►
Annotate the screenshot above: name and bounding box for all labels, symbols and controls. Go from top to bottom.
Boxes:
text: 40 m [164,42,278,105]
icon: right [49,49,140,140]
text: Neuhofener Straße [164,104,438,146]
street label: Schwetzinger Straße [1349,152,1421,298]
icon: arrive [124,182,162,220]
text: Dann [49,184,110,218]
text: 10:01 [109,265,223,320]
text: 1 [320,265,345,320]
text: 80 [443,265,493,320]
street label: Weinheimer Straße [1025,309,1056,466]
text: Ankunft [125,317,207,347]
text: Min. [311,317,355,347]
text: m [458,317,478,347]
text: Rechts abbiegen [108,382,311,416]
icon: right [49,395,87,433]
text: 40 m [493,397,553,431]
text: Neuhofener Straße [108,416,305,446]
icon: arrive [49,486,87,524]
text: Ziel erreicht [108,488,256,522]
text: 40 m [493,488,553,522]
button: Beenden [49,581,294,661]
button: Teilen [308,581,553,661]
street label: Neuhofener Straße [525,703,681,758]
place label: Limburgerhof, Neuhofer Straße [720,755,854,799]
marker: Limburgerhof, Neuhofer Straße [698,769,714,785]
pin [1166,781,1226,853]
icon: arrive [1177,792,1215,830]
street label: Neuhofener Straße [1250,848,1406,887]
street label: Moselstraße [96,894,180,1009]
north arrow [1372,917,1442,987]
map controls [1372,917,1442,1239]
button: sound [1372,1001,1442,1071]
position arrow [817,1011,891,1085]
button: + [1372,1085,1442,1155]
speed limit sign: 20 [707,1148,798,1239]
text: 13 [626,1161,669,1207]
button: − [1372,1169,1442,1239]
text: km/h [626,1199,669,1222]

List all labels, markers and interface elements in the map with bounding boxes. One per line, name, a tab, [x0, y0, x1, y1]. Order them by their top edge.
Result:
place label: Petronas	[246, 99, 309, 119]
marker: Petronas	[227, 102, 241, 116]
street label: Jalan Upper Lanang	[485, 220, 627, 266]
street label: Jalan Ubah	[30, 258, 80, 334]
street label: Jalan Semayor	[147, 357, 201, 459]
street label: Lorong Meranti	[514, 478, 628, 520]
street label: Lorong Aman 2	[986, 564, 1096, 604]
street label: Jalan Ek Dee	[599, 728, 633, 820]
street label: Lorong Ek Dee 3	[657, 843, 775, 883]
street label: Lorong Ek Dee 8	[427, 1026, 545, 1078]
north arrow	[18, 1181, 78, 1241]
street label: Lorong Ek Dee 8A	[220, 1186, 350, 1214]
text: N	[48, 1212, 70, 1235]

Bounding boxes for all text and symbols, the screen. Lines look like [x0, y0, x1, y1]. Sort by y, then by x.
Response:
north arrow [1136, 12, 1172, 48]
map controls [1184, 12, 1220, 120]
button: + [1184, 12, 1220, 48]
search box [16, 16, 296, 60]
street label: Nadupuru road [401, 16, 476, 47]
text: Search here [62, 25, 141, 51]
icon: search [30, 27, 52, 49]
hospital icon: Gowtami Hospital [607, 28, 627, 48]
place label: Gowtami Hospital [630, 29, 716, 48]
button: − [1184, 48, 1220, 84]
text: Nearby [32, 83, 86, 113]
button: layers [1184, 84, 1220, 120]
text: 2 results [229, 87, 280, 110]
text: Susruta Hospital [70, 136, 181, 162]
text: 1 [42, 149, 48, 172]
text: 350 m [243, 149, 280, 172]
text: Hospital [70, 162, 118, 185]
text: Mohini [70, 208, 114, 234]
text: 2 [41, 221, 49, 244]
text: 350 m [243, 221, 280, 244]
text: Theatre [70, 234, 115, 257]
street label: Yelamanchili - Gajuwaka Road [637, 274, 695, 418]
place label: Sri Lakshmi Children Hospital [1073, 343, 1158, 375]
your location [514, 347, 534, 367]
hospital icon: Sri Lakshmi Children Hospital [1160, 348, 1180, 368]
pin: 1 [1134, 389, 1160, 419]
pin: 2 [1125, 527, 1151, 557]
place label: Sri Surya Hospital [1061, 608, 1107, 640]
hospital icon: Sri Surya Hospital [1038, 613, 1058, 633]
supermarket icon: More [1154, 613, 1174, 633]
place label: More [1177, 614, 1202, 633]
◄
# EXERCISE GOAL
Copy out all lines of the material above in which "controls" occurs.

# WRITTEN SOLUTION
Annotate the screenshot above: name and bounding box for all labels, symbols and controls. Go from top to bottom.
map controls [1372,917,1442,1239]
map controls [1184, 12, 1220, 120]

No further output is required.